There’s no feedback like the honest feedback of trying to hold the attention of a squirmy kid. This week I want you to try (or imagine) reading a story you’ve written to a kid under the age of 8. They are too young to worry about your feelings and they WILL let you know if the story is dragging! It’s great practice for holding the attention of former-kids too!
The Prompt
Write A Children’s Story
Tips
- Remember that children love wonder. Feed them fantastic characters and outrageous landscapes. Allow your story to be heightened, exaggerated, colorful.
- In amongst all that exaggeration, however, must lie a nugget of truth. I loved Roald Dahl’s writing because they were clever and they felt honest. Few of his characters were good. Many were all bad, and they usually got their comeuppance, and that was a very comforting idea, as a kid. [1. My favourite Roald Dahl book was one of the less-talked-about ones: Danny The Champion of the World. Danny’s dad is a criminal, for mixed reasons. He inducts Danny into the ways of crime (in this case poaching) and together they concoct one massive ‘stick it to the authorities’ scam. But Danny’s dad is absolutely devoted to Danny, and that is the part I remember the most. At the time I was caught up in the wonder of living in a decorated ‘gypsy’ caravan, of making and releasing a fire-lantern into the night, and the intricacies of the scam that Danny and his father put together.]
- Children’s stories don’t have to shy away from life’s darker topics. In fact, kids are better equipped to hear these stories, in many ways, than adults, because they lack the perspective to worry about how Red Riding Hood’s mother is going to feel about Granny being eaten by a wolf!
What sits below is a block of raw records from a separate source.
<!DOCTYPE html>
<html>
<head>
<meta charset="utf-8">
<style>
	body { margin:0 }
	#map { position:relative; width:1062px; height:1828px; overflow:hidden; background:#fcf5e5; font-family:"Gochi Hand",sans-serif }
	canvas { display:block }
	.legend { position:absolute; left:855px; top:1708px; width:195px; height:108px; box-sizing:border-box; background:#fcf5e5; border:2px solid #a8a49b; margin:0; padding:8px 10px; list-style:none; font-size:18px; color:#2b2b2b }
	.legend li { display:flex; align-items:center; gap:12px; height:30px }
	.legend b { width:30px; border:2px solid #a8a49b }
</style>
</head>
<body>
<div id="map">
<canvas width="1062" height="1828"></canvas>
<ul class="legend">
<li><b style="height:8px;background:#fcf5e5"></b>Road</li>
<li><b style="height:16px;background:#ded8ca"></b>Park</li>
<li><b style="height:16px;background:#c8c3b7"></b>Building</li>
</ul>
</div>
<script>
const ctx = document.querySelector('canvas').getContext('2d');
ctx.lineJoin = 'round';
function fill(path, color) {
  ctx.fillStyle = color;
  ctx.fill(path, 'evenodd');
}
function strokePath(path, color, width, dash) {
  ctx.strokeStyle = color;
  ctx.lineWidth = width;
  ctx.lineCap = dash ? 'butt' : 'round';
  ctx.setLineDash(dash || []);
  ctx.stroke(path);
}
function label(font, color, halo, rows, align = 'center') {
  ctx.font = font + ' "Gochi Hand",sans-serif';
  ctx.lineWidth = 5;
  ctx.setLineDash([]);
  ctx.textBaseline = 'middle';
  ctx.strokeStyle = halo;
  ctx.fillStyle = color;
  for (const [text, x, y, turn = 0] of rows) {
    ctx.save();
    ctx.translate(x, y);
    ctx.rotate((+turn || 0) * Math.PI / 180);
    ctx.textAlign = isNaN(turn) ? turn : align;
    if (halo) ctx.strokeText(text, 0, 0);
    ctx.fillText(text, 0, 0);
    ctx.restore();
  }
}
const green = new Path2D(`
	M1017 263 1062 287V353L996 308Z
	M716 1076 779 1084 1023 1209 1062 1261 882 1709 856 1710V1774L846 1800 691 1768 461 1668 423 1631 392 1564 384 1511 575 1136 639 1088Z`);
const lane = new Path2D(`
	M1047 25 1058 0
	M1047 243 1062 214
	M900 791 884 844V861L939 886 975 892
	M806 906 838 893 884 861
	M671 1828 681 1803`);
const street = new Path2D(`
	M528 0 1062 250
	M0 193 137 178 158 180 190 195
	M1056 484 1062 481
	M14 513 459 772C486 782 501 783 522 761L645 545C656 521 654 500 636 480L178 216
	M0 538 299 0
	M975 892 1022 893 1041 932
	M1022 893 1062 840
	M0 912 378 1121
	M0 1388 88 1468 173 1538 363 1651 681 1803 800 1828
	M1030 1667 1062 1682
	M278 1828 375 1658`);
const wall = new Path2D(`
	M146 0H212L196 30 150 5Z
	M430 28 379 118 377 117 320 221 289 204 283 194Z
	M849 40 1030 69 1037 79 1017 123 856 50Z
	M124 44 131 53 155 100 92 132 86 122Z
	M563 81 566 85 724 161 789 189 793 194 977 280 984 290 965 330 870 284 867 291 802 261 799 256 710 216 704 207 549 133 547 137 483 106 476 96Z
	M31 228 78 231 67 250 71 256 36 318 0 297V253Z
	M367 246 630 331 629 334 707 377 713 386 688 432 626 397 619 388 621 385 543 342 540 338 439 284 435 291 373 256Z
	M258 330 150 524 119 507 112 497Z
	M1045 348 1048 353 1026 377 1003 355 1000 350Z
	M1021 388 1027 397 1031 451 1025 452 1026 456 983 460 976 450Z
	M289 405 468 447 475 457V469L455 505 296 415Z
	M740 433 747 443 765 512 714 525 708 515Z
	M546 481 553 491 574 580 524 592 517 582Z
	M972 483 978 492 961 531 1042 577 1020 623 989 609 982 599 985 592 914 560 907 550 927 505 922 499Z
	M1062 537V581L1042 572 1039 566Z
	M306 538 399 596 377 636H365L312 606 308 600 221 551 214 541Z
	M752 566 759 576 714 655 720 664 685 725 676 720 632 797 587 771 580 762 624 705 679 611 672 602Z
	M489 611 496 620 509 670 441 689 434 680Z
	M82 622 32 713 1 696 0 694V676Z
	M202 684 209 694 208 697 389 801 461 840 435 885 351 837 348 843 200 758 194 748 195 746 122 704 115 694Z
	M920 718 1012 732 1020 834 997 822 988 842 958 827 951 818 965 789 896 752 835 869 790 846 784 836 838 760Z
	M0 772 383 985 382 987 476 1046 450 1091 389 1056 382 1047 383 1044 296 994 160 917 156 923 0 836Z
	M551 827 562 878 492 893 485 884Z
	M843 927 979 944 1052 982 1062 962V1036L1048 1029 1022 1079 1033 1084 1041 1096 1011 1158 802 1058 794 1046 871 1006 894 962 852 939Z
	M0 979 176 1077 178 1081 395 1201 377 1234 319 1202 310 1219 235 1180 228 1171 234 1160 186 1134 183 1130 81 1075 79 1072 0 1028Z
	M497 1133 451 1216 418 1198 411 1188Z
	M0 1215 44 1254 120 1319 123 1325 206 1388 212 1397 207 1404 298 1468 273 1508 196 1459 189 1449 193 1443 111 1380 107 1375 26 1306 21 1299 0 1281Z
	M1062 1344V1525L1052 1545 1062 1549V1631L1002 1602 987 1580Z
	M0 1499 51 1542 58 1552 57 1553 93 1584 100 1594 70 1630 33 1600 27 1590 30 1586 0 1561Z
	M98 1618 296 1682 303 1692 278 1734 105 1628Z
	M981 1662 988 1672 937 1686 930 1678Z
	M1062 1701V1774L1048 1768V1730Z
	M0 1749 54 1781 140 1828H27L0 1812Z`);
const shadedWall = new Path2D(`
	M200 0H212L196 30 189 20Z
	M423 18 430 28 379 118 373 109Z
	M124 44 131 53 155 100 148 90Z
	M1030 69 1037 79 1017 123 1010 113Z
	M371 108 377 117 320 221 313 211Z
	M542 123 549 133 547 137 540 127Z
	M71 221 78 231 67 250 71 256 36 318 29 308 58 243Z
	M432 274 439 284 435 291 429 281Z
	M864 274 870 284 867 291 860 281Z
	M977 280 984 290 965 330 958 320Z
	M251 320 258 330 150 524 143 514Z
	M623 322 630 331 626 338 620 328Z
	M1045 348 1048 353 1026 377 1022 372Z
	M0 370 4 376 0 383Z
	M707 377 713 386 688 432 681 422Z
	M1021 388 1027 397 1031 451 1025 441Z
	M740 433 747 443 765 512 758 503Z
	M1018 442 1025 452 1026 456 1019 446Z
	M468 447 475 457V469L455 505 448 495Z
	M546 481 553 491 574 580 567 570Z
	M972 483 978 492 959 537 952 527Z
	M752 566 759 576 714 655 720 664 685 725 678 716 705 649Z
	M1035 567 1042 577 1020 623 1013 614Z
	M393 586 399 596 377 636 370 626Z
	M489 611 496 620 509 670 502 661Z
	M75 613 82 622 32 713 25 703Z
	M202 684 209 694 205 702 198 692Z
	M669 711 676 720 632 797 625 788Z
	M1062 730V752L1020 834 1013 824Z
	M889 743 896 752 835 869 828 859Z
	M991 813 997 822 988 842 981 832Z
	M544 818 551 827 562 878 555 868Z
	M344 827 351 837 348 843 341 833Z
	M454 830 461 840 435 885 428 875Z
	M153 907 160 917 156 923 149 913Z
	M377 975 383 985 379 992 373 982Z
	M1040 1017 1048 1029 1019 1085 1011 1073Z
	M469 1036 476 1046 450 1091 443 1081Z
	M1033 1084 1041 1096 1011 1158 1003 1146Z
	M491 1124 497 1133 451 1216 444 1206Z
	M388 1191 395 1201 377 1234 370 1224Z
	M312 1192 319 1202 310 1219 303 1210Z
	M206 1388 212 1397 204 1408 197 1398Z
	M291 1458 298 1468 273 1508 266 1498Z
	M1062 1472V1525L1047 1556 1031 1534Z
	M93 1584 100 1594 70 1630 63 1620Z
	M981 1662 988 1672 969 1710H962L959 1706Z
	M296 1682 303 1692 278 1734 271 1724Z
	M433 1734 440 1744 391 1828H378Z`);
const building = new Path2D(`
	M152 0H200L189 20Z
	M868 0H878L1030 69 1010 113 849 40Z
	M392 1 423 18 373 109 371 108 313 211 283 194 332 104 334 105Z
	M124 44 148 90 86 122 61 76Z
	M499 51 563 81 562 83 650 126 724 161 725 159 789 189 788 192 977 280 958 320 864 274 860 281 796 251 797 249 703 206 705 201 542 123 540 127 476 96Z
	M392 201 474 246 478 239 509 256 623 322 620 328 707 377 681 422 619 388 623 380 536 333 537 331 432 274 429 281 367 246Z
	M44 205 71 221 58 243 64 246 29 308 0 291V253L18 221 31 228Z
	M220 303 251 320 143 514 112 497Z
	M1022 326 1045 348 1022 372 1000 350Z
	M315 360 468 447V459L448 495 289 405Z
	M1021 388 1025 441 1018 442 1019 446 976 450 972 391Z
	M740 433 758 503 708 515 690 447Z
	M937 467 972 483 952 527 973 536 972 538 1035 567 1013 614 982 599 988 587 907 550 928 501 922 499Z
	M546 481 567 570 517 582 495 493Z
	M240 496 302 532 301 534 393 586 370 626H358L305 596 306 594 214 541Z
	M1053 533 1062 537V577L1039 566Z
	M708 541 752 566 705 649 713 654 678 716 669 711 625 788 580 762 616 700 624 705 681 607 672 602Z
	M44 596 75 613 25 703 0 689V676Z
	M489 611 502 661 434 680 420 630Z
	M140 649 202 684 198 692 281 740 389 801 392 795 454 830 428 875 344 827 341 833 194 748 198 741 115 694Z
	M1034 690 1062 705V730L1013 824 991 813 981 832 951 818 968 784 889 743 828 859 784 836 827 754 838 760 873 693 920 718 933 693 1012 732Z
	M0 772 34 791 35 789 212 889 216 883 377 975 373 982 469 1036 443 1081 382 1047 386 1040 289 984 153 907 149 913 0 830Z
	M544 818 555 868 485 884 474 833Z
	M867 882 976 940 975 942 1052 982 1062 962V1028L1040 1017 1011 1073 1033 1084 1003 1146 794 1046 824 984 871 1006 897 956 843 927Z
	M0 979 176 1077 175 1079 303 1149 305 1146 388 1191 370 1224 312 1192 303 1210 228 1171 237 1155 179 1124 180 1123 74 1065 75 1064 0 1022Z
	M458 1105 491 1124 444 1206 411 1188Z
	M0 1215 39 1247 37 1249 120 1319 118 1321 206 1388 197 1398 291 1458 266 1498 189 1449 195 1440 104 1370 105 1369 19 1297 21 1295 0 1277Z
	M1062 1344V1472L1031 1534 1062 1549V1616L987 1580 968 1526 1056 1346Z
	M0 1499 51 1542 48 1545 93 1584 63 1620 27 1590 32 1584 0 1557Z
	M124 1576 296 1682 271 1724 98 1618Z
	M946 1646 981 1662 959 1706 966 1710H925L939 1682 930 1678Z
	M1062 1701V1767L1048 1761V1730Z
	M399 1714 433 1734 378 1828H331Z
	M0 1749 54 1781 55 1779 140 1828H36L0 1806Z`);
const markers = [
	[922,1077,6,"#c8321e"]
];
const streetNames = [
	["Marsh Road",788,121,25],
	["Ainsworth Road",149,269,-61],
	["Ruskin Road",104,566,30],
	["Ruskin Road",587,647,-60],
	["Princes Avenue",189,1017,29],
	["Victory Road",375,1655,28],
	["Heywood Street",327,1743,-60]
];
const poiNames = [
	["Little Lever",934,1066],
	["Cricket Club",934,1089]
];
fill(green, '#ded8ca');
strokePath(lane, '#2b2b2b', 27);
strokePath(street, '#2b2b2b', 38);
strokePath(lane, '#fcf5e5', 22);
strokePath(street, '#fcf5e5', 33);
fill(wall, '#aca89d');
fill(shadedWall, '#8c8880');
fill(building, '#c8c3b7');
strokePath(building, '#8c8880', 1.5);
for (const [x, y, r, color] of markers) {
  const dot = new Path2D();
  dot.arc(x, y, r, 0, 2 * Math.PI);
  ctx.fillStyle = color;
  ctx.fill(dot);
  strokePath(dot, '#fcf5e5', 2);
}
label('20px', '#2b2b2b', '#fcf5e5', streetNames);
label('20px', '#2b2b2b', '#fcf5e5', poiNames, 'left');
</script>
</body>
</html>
- Neil Gaiman says, in his children’s story Coraline (which, incidentally features a mother who tries to sew buttons onto a little girl’s eyes), “Fairy tales are more than true: not because they tell us that dragons exist, but because they tell us that dragons can be beaten.”
- But you can shy away from serious topics if you want. Just inject wonder, maybe a little humor, and keep things fast paced (Don’t believe me? Try reading your story to a child!)
- Use plenty of dialogue but make sure your kids sound like kids.
- Avoid slang because, trust me, what you think is ‘the new hotness’ is probably a thousand years out of date, according to your audience. In the words of the average teenager: “Please. Don’t embarrass yourself.”
- Pick an age range you know well and stick to it. If you don’t know any kids that well, think back to picture books or board books that you remember and copy their format. Tell a story in 16 sentences. Use repetition (“I wrote to the zoo to send me a pet. They sent me a lion. “Too Scary!” I sent it back. I wrote to the zoo to send me a pet. They sent me a…”)
- Keep it short.
Go!
(But not for too long!)
Extra Credit:
Read your story to a kid of the right age, over the upcoming holiday season. Watch for the points at which they start to squirm. Edit on the fly. Learn from it. Write another story!
Art and Picture Collection, The New York Public Library. “[The Bremen town musicians]” New York Public Library Digital Collections. Accessed November 21, 2018.
I started writing for my grandchildren and they love the stories. I am told they are really good, but I am reluctant to publish – doubting myself I guess. My family love them, but are they being nice to me? Or honest?
It won’t stop me continuing, I am using the alphabet as inspiration, and am proceeding well, when I get the urge to write. It helps me, and makes me sit and just be myself. I love to write.
That’s lovely.
And remember; publishing is a business that caters to publishing books that will appeal to the widest possible audience. Your stories might have that appeal, but even if they don’t, it doesn’t necessarily say anything about their quality.
Congratulations on finding your first audience, one that is clamoring for more of your words!